■ **EXERCISE INSTRUCTIONS**:
Please output, exactly and without pictures, the lines from the opening of the listing below through the line containing "0 #b4b7ba) drop-shadow(-1px", both included.

=-=-=-=-=

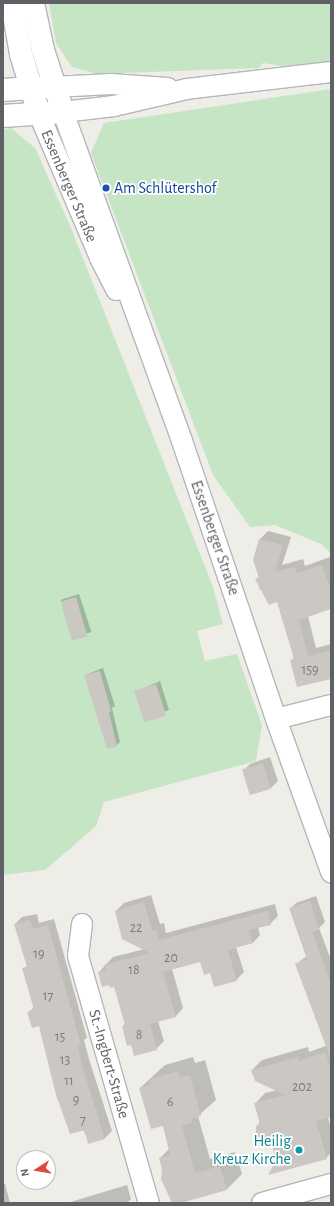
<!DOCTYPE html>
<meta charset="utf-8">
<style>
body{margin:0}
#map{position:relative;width:334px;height:1206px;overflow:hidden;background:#efede7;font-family:"Alegreya Sans",sans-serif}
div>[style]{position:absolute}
.green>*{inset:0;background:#c5e5c5}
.shadow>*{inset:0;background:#0003;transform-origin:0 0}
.building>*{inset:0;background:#cbc8c4;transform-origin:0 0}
.roads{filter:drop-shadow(1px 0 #b4b7ba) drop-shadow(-1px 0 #b4b7ba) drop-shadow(0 1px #b4b7ba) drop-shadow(0 -1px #b4b7ba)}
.minor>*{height:20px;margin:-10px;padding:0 10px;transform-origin:10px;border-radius:10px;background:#fff}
.tertiary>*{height:22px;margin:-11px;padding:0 11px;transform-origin:11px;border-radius:11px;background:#fff}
.dots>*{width:11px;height:11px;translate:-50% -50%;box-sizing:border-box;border:2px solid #fff;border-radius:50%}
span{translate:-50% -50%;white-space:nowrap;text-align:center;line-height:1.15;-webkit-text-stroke:3.5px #fff;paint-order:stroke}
.number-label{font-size:14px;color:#797c7e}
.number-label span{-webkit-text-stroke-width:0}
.street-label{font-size:16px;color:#5e6266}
.transit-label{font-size:16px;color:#164399}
.left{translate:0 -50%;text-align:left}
.culture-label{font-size:16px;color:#0d838f}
.right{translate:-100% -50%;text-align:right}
.frame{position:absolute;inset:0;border:4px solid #5e6266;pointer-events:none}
.north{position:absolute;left:16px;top:1150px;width:40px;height:40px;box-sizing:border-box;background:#fff;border:1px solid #bfc0c2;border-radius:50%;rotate:258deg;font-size:11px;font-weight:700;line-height:16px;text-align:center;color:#5e6266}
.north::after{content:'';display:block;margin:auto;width:14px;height:18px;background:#df493d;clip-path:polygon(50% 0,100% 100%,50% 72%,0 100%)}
</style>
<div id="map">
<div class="green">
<div style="clip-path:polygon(49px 3px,331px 3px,331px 63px,282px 66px,263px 63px,259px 68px,97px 74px,72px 67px,56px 43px)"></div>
<div style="clip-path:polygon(331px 89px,331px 553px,321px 544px,275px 525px,250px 527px,213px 475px,91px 153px,104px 123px)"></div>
<div style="clip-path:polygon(11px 128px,35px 148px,71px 228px,213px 587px,223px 624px,197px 631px,205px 661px,237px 654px,262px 725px,256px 761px,104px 802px,96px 826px,45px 870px,3px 875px,3px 129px)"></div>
</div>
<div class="shadow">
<div style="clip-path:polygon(268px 531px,291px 537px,282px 565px,303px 559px,305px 566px,330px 557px,331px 608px,308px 616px,316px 648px,331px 644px,331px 678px,292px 660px,294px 657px,278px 601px,263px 589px,260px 590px,257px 579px,259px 577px,260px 539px)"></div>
<div style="left:79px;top:594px;width:40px;height:19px;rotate:72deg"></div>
<div style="clip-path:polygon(103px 668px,115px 706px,112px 708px,120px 742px,116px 746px,85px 675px)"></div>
<div style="clip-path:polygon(160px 681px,169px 710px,144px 720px,135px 692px)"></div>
<div style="clip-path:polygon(270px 757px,278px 781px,271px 788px,250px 794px,243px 771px,250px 764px)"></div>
<div style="clip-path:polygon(151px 895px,160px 924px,164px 923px,166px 933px,275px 904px,278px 916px,270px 924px,258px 927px,260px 935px,253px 943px,236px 947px,244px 972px,236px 980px,211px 972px,201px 961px,172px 969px,183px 1008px,176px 1016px,158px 1021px,164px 1041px,156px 1049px,132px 1044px,123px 1026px,126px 1023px,115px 986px,99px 972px,113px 957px,145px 949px,116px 911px,124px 903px)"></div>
<div style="clip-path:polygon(316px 896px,325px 922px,319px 928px,331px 960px,331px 1032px,323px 1035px,296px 964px,307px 956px,290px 909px,296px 903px)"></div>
<div style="clip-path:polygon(37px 914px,39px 923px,54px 919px,87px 1038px,84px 1040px,89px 1059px,112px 1131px,105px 1138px,89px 1143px,39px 1025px,28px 1013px,34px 1007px,24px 969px,28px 965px,15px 924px,22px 917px)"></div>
<div style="clip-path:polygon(331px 1044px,331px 1116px,328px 1117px,331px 1129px,331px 1153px,326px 1158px,278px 1161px,273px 1144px,257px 1126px,260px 1122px,255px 1104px,265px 1093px,277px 1090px,252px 1070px,262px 1060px,308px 1047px,309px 1052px)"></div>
<div style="clip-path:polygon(193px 1057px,195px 1063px,205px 1060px,216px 1100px,198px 1116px,210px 1159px,235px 1152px,242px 1174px,227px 1189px,172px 1203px,160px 1158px,170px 1148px,163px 1125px,140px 1088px,165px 1065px)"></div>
<div style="clip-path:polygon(3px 1184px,5px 1184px,10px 1203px,3px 1203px)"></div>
<div style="clip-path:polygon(127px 1185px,131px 1199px,127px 1203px,67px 1203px)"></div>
</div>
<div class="building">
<div style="clip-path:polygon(259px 539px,283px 545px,275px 572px,295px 567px,297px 573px,322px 565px,331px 591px,331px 609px,299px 620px,308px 656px,331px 650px,331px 679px,297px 687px,290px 660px,294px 659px,277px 602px,269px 605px,255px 579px,259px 578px,253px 560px)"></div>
<div style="left:76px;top:597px;width:41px;height:16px;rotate:74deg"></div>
<div style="clip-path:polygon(100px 671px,111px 711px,109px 712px,117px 747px,107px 749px,84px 675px)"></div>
<div style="left:156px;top:684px;width:33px;height:23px;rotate:72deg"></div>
<div style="left:263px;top:763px;width:27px;height:22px;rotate:73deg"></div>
<div style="clip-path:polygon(310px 901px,319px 929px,312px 932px,331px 984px,330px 1057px,295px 964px,307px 959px,289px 908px)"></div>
<div style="clip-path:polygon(144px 902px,152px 931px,156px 930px,159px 940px,268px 911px,271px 925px,249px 930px,253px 943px,228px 950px,237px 981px,214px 987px,210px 973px,204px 975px,200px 962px,163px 972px,176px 1017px,150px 1024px,157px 1050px,134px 1056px,131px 1045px,127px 1046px,122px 1026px,125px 1025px,114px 987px,110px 988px,109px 985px,102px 987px,98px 972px,106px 970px,104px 965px,150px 953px,122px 939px,115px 911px)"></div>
<div style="clip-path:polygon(30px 920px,33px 929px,48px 925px,81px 1045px,78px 1046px,82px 1066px,105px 1139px,88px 1144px,85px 1130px,70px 1134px,56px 1095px,39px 1026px,32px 1028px,27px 1012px,34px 1010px,22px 968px,27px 967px,14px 924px)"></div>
<div style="clip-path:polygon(325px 1052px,331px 1069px,331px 1117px,316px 1121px,327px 1159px,268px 1175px,276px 1160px,272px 1145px,256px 1135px,256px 1126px,260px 1124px,254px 1103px,285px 1095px,255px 1081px,251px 1070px,298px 1057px,299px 1061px)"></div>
<div style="clip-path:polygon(178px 1071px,180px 1077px,190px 1075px,201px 1116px,191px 1119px,192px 1123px,182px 1126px,195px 1173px,220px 1166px,227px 1190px,181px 1203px,172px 1203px,161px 1179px,162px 1170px,159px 1158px,170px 1155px,163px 1126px,151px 1129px,139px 1088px,150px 1084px,149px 1080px)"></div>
</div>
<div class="roads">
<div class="minor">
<div style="left:331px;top:72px;width:145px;rotate:173.3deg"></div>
<div style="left:187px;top:89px;width:75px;rotate:166.9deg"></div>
<div style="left:114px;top:106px;width:51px;rotate:173.3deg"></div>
<div style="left:63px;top:112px;width:350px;rotate:70.1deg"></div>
<div style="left:182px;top:441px;width:293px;rotate:71.3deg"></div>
<div style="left:276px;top:719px;width:163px;rotate:70.2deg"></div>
<div style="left:53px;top:87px;width:58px;rotate:-3deg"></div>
<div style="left:111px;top:84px;width:57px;rotate:4deg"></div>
<div style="left:39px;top:114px;width:156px;rotate:67deg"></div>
<div style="left:100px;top:258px;width:36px;rotate:63deg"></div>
<div style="left:276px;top:719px;width:57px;rotate:-14.3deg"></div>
<div style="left:82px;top:924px;width:32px;rotate:97deg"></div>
<div style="left:78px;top:956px;width:257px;rotate:74deg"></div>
<div style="left:262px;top:1203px;width:72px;rotate:-15.4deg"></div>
</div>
<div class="tertiary">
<div style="left:12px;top:3px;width:52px;rotate:80deg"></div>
<div style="left:21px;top:54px;width:63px;rotate:73.3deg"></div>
<div style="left:3px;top:90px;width:43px;rotate:-4deg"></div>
<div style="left:3px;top:116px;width:60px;rotate:-3.8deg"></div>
<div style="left:63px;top:112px;width:65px;rotate:-107.9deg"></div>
<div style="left:43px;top:50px;width:48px;rotate:-102deg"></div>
</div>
</div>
<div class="dots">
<div style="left:106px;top:188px;background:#1a4fb4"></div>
<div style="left:299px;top:1150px;background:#0f9aa8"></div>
</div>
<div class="number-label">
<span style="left:310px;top:670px">159</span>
<span style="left:136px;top:928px">22</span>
<span style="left:39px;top:954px">19</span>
<span style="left:171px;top:958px">20</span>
<span style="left:134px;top:970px">18</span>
<span style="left:48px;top:996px">17</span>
<span style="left:139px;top:1035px">8</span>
<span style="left:60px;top:1037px">15</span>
<span style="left:65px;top:1060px">13</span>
<span style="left:69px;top:1081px">11</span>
<span style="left:302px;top:1087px">202</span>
<span style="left:76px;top:1100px">9</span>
<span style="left:170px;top:1102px">6</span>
<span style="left:83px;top:1120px">7</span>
</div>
<div class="street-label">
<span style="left:69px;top:186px;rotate:67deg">Essenberger Straße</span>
<span style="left:215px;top:538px;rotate:71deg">Essenberger Straße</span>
<span style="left:109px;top:1064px;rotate:74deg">St.-Ingbert-Straße</span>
</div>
<div class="transit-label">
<span class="left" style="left:114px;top:188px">Am Schlütershof</span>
</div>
<div class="culture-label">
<span class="right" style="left:291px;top:1150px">Heilig<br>Kreuz Kirche</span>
</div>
<div class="frame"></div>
<div class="north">N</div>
</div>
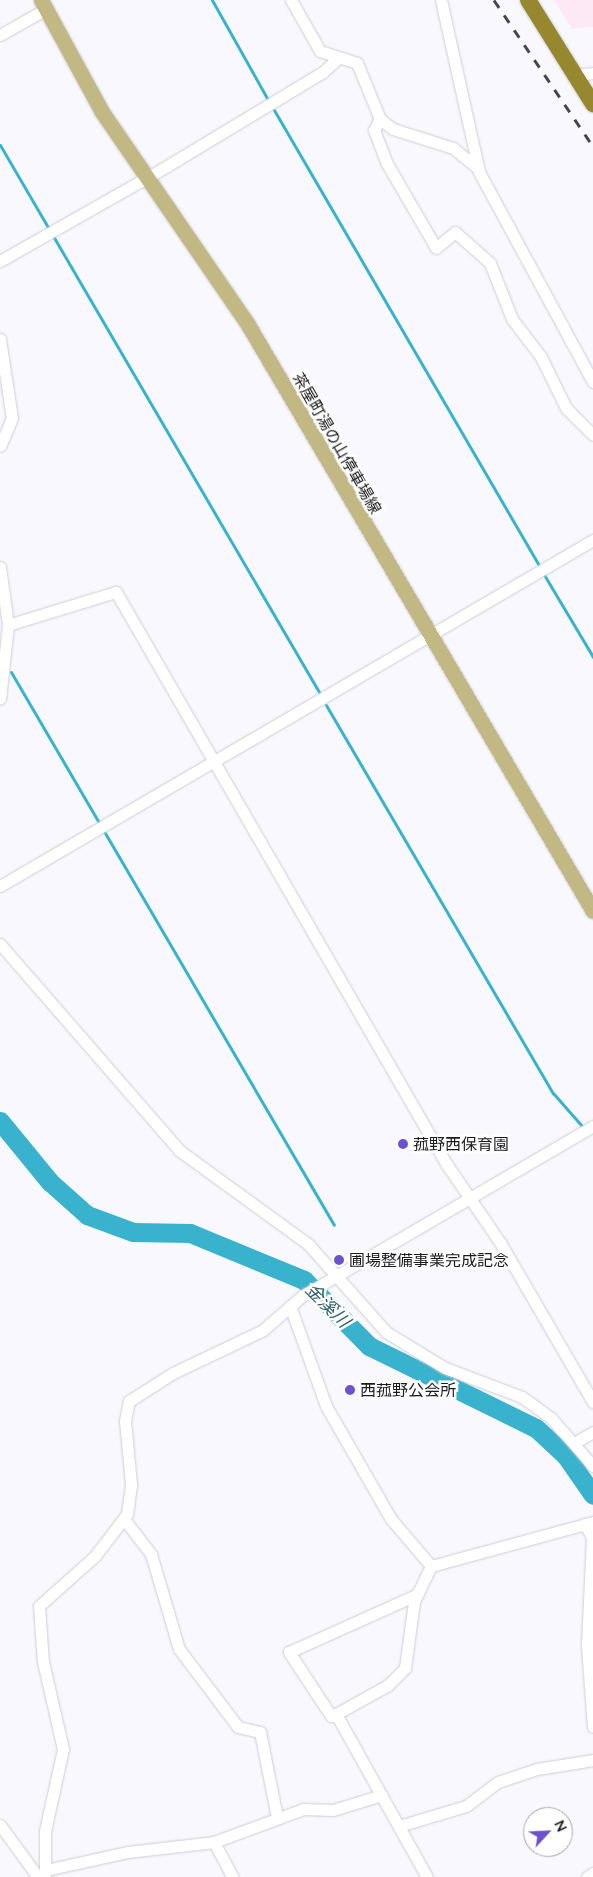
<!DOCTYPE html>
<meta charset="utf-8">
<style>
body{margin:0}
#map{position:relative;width:593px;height:1877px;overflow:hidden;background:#f8f8fe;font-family:Lato,"Noto Sans JP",sans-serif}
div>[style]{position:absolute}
.industrial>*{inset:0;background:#fde8f6}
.stream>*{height:3px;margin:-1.5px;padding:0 1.5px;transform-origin:1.5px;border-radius:1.5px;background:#39b2ce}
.river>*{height:19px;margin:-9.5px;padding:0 9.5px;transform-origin:9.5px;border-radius:9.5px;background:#39b2ce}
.roads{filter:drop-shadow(0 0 1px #cdced5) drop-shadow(0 0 1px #cdced5)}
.minor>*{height:11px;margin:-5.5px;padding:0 5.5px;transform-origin:5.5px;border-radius:5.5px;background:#fff}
.major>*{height:15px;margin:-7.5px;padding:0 7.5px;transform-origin:7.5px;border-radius:7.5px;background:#c1b883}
.highway>*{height:16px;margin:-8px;padding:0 8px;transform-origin:8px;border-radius:8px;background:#978830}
.rail>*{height:3px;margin-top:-1.5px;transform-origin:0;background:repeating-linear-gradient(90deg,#454649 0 9px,transparent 0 18px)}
.dots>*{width:14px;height:14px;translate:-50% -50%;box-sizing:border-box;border:2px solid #fff;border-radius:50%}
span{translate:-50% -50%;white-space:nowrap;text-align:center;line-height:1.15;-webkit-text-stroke:5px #fff;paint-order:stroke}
.street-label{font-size:16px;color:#1b1c1e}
.poi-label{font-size:16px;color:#1b1c1e}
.left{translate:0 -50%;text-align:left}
.water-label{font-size:18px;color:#2d5d6a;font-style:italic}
.north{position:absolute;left:523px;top:1807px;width:50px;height:50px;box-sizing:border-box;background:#fff;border:1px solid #a4a4a5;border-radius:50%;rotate:65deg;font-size:14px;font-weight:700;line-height:20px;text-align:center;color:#1b1c1e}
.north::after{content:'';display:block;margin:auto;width:18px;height:22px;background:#6c53cd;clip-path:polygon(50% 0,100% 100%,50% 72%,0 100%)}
</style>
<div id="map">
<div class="industrial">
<i style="clip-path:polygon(554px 0,593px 0,593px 27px,572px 29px)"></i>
</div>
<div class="stream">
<i style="left:212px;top:0;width:112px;rotate:60.7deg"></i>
<i style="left:274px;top:110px;width:529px;rotate:59.8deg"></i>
<i style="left:0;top:145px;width:633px;rotate:59.75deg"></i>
<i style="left:543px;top:573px;width:98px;rotate:59.2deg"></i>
<i style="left:11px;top:672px;width:640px;rotate:59.71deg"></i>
<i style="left:326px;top:705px;width:450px;rotate:59.7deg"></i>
<i style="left:553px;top:1093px;width:43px;rotate:48.8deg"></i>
</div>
<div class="river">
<i style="left:0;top:1121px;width:79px;rotate:50.7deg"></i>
<i style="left:50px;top:1182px;width:50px;rotate:41.7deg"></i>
<i style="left:87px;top:1215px;width:49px;rotate:20.3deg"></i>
<i style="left:133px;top:1232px;width:57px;rotate:1deg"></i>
<i style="left:190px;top:1233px;width:123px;rotate:22.4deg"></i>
<i style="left:304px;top:1280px;width:93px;rotate:45.4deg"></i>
<i style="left:369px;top:1346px;width:186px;rotate:26.2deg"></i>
<i style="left:536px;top:1428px;width:41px;rotate:43deg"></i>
<i style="left:566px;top:1456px;width:47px;rotate:55.3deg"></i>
</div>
<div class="roads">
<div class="minor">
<i style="left:291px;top:0;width:59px;rotate:60.4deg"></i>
<i style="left:320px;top:51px;width:39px;rotate:18deg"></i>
<i style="left:357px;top:63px;width:61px;rotate:67.7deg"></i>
<i style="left:380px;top:119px;width:16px;rotate:38deg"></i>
<i style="left:393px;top:129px;width:63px;rotate:17.6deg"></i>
<i style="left:453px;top:148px;width:32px;rotate:39deg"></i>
<i style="left:441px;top:0;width:176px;rotate:77.5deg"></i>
<i style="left:479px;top:172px;width:239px;rotate:61.5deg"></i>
<i style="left:0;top:35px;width:53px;rotate:-29.5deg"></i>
<i style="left:576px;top:75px;width:17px;rotate:-7deg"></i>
<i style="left:380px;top:119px;width:13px;rotate:119deg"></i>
<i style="left:374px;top:130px;width:34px;rotate:69deg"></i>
<i style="left:386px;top:162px;width:99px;rotate:59.8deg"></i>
<i style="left:436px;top:248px;width:25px;rotate:-40deg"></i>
<i style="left:455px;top:232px;width:47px;rotate:41.5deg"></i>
<i style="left:490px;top:263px;width:60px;rotate:68.6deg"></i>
<i style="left:512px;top:319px;width:48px;rotate:52.7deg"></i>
<i style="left:541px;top:357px;width:57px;rotate:63.9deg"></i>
<i style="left:566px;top:408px;width:38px;rotate:45deg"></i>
<i style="left:0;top:261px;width:192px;rotate:-29.6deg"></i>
<i style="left:167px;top:166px;width:182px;rotate:-31.1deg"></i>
<i style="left:323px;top:72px;width:21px;rotate:-43deg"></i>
<i style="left:0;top:339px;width:80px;rotate:81.4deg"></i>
<i style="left:12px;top:418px;width:30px;rotate:113deg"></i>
<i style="left:0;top:567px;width:59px;rotate:82.1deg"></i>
<i style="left:8px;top:625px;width:74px;rotate:96.2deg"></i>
<i style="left:8px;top:625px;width:113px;rotate:-17deg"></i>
<i style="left:116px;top:592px;width:662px;rotate:59.99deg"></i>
<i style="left:447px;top:1165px;width:96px;rotate:55.6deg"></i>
<i style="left:501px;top:1244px;width:183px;rotate:59.8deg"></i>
<i style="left:0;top:886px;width:687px;rotate:-30.26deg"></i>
<i style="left:0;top:944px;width:274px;rotate:49deg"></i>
<i style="left:180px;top:1151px;width:158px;rotate:36deg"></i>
<i style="left:308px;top:1244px;width:118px;rotate:48.4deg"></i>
<i style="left:386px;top:1332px;width:69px;rotate:31.4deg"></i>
<i style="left:445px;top:1368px;width:82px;rotate:20.6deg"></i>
<i style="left:522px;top:1397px;width:36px;rotate:36deg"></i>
<i style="left:551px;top:1418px;width:64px;rotate:48.8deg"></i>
<i style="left:290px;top:1306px;width:106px;rotate:70.2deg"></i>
<i style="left:326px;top:1406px;width:130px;rotate:60.1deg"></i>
<i style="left:391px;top:1519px;width:62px;rotate:49.6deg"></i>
<i style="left:574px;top:1443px;width:22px;rotate:-30deg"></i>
<i style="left:124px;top:1519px;width:44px;rotate:52.4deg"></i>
<i style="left:151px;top:1554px;width:99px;rotate:73.6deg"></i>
<i style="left:179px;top:1649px;width:98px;rotate:52.9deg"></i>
<i style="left:238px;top:1727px;width:23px;rotate:13deg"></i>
<i style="left:260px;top:1732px;width:87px;rotate:78.7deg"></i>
<i style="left:585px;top:1524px;width:16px;rotate:63deg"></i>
<i style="left:592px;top:1538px;width:108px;rotate:92.7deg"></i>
<i style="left:587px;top:1646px;width:81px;rotate:85.8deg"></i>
<i style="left:336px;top:1714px;width:5px;rotate:158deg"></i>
<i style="left:331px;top:1716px;width:77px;rotate:-123.3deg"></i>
<i style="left:289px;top:1652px;width:141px;rotate:-24.2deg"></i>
<i style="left:0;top:1825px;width:64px;rotate:53.8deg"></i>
<i style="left:399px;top:1826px;width:70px;rotate:-16.6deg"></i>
<i style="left:466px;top:1806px;width:40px;rotate:-37deg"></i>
<i style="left:498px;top:1782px;width:41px;rotate:-18.4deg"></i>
<i style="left:537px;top:1769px;width:57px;rotate:-9.1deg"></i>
<i style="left:214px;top:1842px;width:40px;rotate:62deg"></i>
<i style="left:46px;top:1870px;width:84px;rotate:-12.4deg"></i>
<i style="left:128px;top:1852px;width:87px;rotate:-6.6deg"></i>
<i style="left:214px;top:1842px;width:95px;rotate:-20.3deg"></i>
<i style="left:303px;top:1809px;width:30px;rotate:2deg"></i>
<i style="left:333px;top:1810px;width:51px;rotate:-17deg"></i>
<i style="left:45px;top:1877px;width:46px;rotate:-90deg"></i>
<i style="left:45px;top:1831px;width:84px;rotate:-77.6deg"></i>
<i style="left:63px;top:1749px;width:89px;rotate:-102.9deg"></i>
<i style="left:43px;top:1662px;width:56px;rotate:-94.1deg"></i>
<i style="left:39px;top:1606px;width:75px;rotate:-41.8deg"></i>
<i style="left:95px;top:1556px;width:53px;rotate:-52.7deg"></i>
<i style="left:127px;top:1514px;width:30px;rotate:-82deg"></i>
<i style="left:131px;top:1484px;width:63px;rotate:-95.4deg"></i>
<i style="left:125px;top:1421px;width:20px;rotate:-79deg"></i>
<i style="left:129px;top:1401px;width:52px;rotate:-32.5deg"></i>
<i style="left:173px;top:1373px;width:100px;rotate:-25.5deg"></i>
<i style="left:263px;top:1330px;width:52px;rotate:-41.1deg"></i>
<i style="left:302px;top:1296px;width:337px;rotate:-30.3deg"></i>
<i style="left:427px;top:1877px;width:187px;rotate:-119.2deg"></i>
<i style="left:336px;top:1714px;width:60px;rotate:-29.1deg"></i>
<i style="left:388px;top:1685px;width:24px;rotate:-45deg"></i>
<i style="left:405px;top:1668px;width:68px;rotate:-82.3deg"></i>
<i style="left:414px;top:1601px;width:39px;rotate:-64deg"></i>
<i style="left:431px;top:1566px;width:168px;rotate:-15.2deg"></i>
<i style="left:587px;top:1877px;width:7px;rotate:-34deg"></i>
</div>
<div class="major">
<i style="left:41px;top:0;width:128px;rotate:61.4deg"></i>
<i style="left:102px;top:112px;width:256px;rotate:55.5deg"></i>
<i style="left:247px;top:323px;width:682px;rotate:59.53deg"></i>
</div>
<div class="highway">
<i style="left:528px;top:0;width:123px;rotate:58deg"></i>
</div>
</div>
<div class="rail">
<i style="left:494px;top:0;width:176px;rotate:55.9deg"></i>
</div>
<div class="dots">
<i style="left:403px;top:1144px;background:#6c53cd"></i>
<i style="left:339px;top:1260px;background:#6c53cd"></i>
<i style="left:350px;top:1390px;background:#6c53cd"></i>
</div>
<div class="street-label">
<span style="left:337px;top:443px;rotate:60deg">茶屋町湯の山停車場線</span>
</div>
<div class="poi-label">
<span class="left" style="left:413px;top:1144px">菰野西保育園</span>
<span class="left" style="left:349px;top:1260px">圃場整備事業完成記念</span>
<span class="left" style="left:360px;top:1390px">西菰野公会所</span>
</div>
<div class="water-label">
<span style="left:328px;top:1305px;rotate:45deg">金溪川</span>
</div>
<div class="north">N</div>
</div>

=-=-=-=-=

■ **RESPONSE BOX**:
<!DOCTYPE html>
<meta charset="utf-8">
<style>
body{margin:0}
#map{position:relative;width:334px;height:1206px;overflow:hidden;background:#efede7;font-family:"Alegreya Sans",sans-serif}
div>[style]{position:absolute}
.green>*{inset:0;background:#c5e5c5}
.shadow>*{inset:0;background:#0003;transform-origin:0 0}
.building>*{inset:0;background:#cbc8c4;transform-origin:0 0}
.roads{filter:drop-shadow(1px 0 #b4b7ba) drop-shadow(-1px 0 #b4b7ba) drop-shadow(0 1px #b4b7ba) drop-shadow(0 -1px #b4b7ba)}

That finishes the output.